A man who asked to have his ashes used in a fireworks display after his death has had his request rejected by the council.
Mick Finnikin, 68, of Ashbourne, Derbyshire, died of a heart attack last year, after informing friends of his last wishes folllowing previous health scares.
One friend, Carolyn Brown, subsequently spent just under a year organising the fireworks display, which she said would finally enable her pal to “go out with a bang”.
However, Derbyshire Dales Council has rejected the idea amid concerns about Finnikin’s ashes landing in gardens.

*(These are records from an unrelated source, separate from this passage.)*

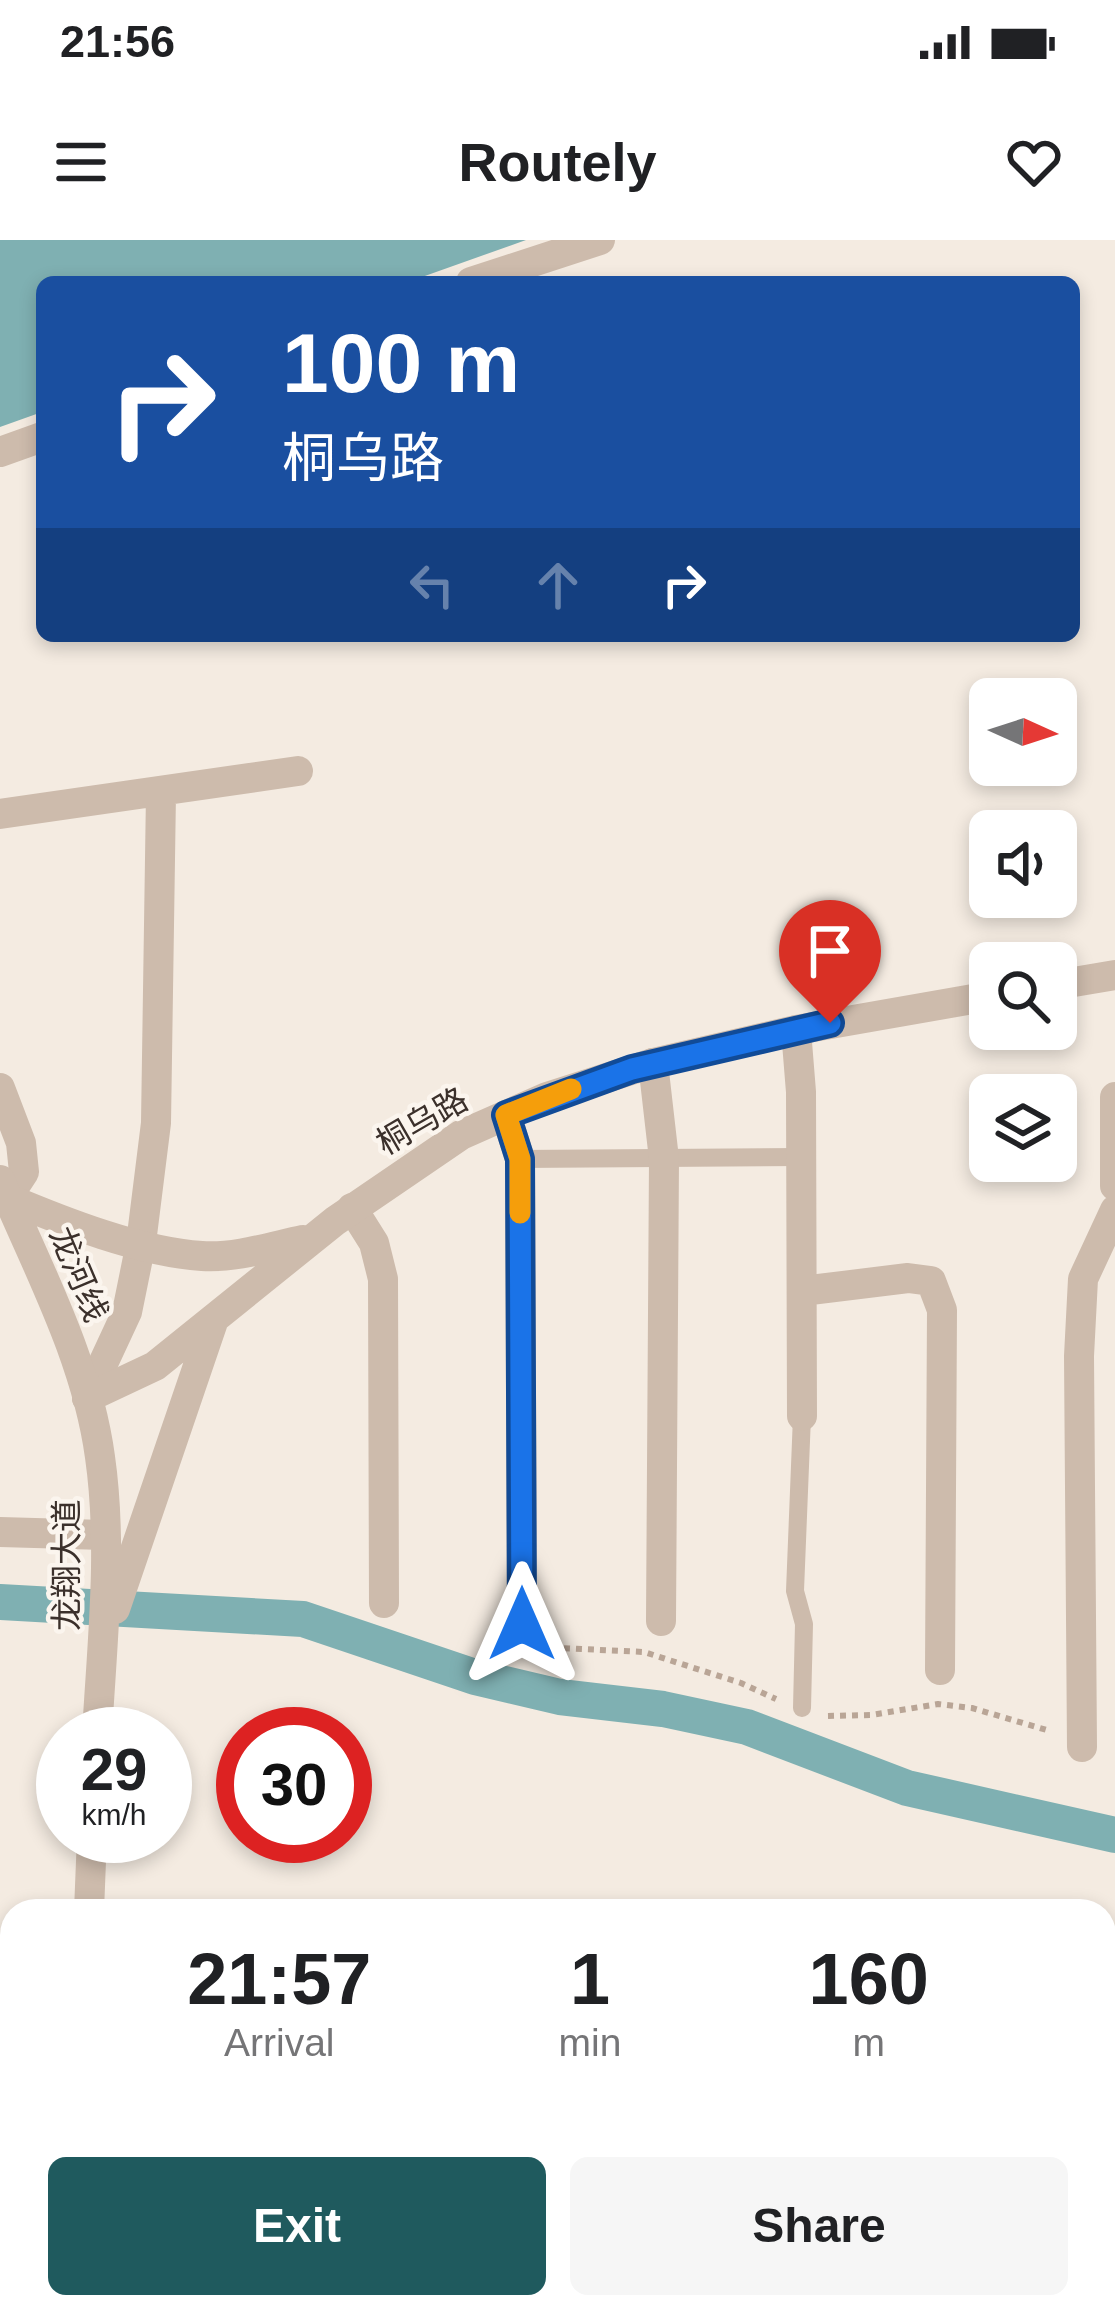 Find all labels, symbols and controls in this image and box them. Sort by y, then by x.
text: 21:56 [60,16,175,67]
icon: menu [48,129,114,195]
icon: heart [1001,129,1067,195]
text: Routely [458,132,657,192]
text: 100 m [282,316,520,410]
icon: right [84,324,240,480]
text: 桐乌路 [282,428,444,488]
icon: left [399,552,465,618]
icon: ahead [525,552,591,618]
icon: right [651,552,717,618]
north arrow [969,678,1077,786]
map controls [969,678,1077,1182]
button: sound [969,810,1077,918]
pin [779,900,881,1023]
icon: arrive [797,918,863,984]
button: search [969,942,1077,1050]
button: layers [969,1074,1077,1182]
street label: 桐乌路 [370,1080,474,1162]
street label: 龙河线 [43,1221,115,1327]
street label: 龙翔大道 [48,1499,85,1631]
position arrow [459,1561,585,1687]
speed limit sign: 30 [216,1707,372,1863]
text: 29 [81,1736,147,1803]
text: km/h [81,1798,147,1831]
text: 21:57 [187,1939,371,2019]
text: 1 [570,1939,610,2019]
text: 160 [809,1939,929,2019]
text: Arrival [224,2021,335,2064]
text: min [559,2021,621,2064]
text: m [852,2021,885,2064]
button: Exit [48,2157,546,2295]
button: Share [570,2157,1068,2295] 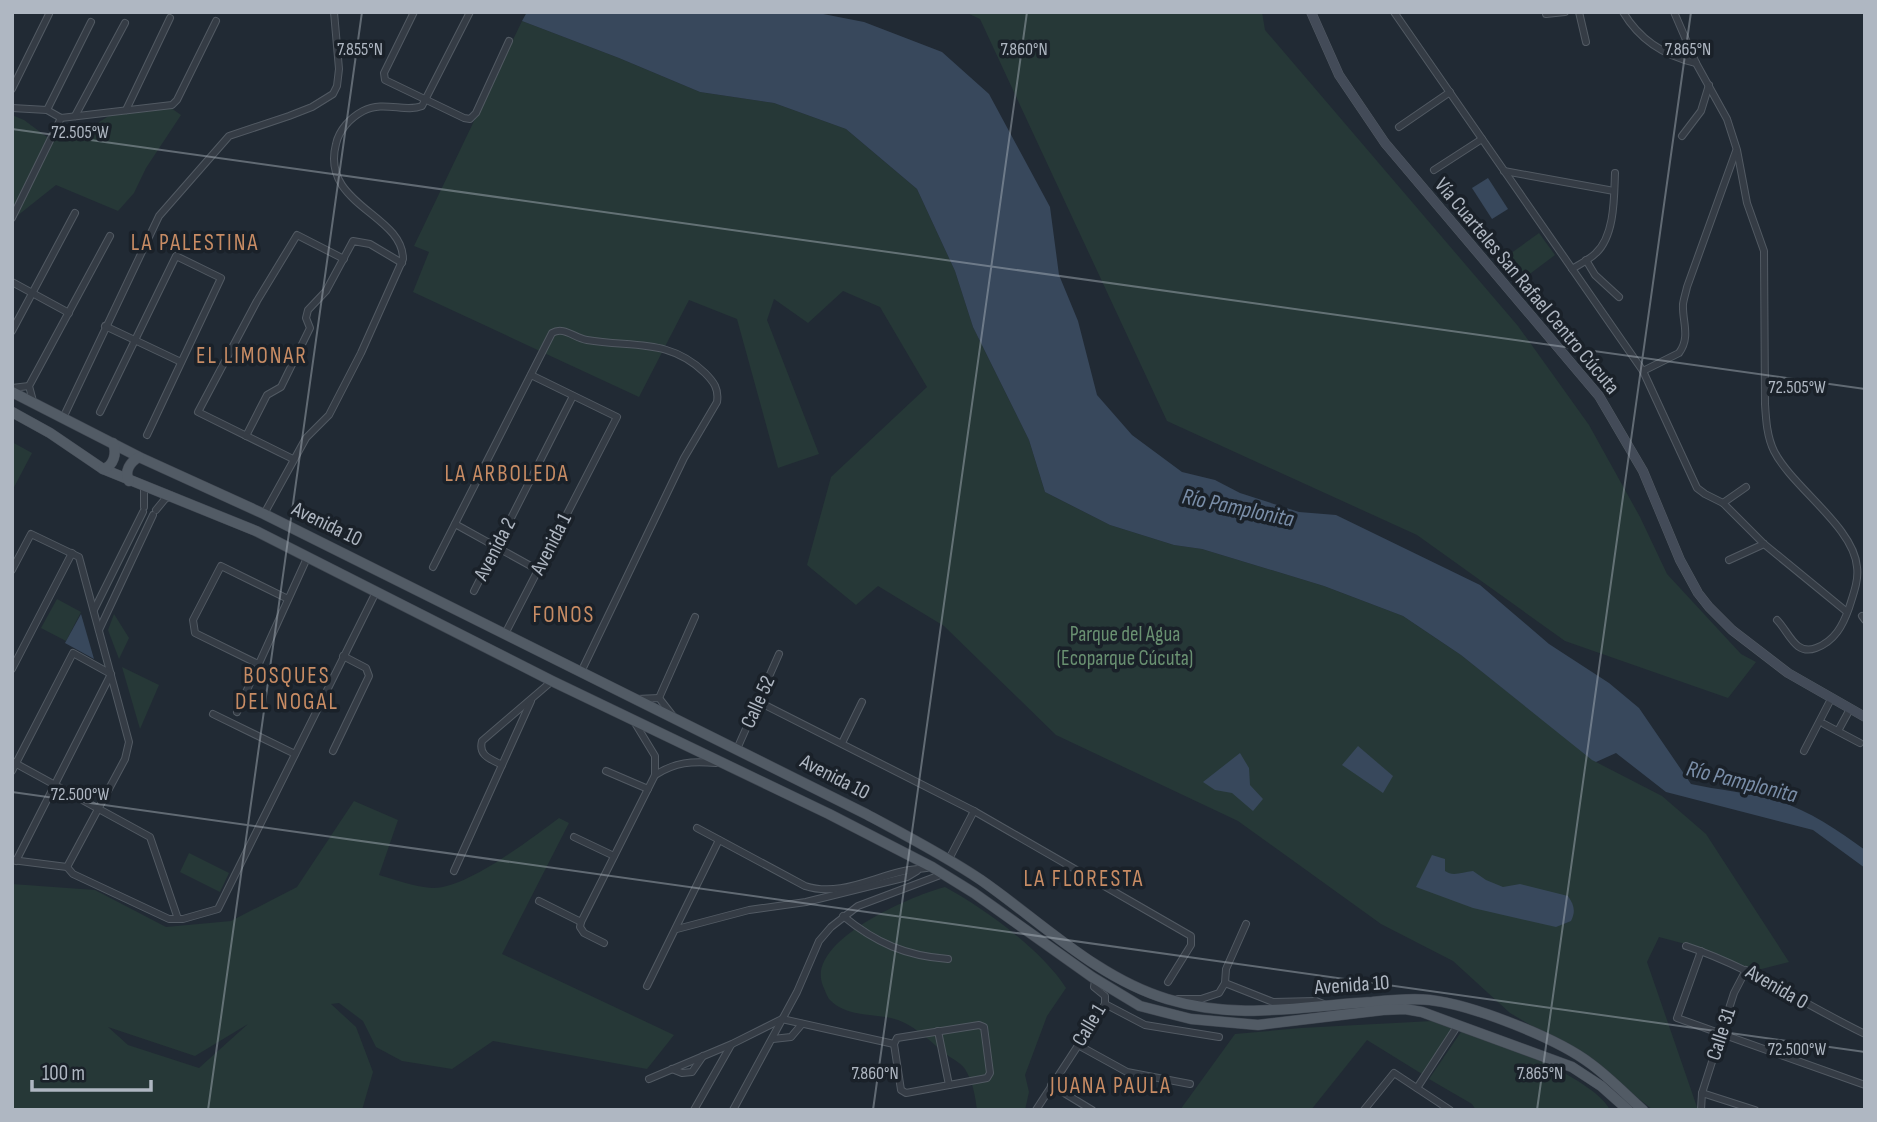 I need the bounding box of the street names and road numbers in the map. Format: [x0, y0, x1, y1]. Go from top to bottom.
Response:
street label: Vía Cuarteles San Rafael Centro Cúcuta [1429, 173, 1625, 399]
street label: Avenida 10 [287, 496, 366, 552]
street label: Avenida 1 [525, 509, 577, 580]
street label: Avenida 2 [468, 514, 521, 585]
street label: Calle 52 [735, 672, 781, 732]
street label: Avenida 10 [795, 748, 874, 805]
street label: Avenida 0 [1741, 959, 1813, 1015]
street label: Avenida 10 [1313, 970, 1390, 1000]
street label: Calle 1 [1067, 999, 1112, 1051]
street label: Calle 31 [1701, 1004, 1741, 1063]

A spokesperson for the authority told HuffPost UK: “The request for a licence to carry out the firework display as a tribute for Mick Finnikin at Ashbourne Recreation Ground was rejected after concerns were raised by Ashbourne Town Council and local District Council ward members during the consultation period, a process that is carried out for all events that are requested to take place on council land.”
Brown tracked down an Oxfordshire-based fireworks company willing to put on Finnikin’s display and then approach the council for permission to use the town’s recreation ground for a public launch of 30 fireworks, each containing around a teaspoon’s worth of ashes.
Ashbourne South councillor Thomas Donnelly said he was concerned that the display would set a precedent and said he had received phone calls, emails and feedback from local residents objecting to it.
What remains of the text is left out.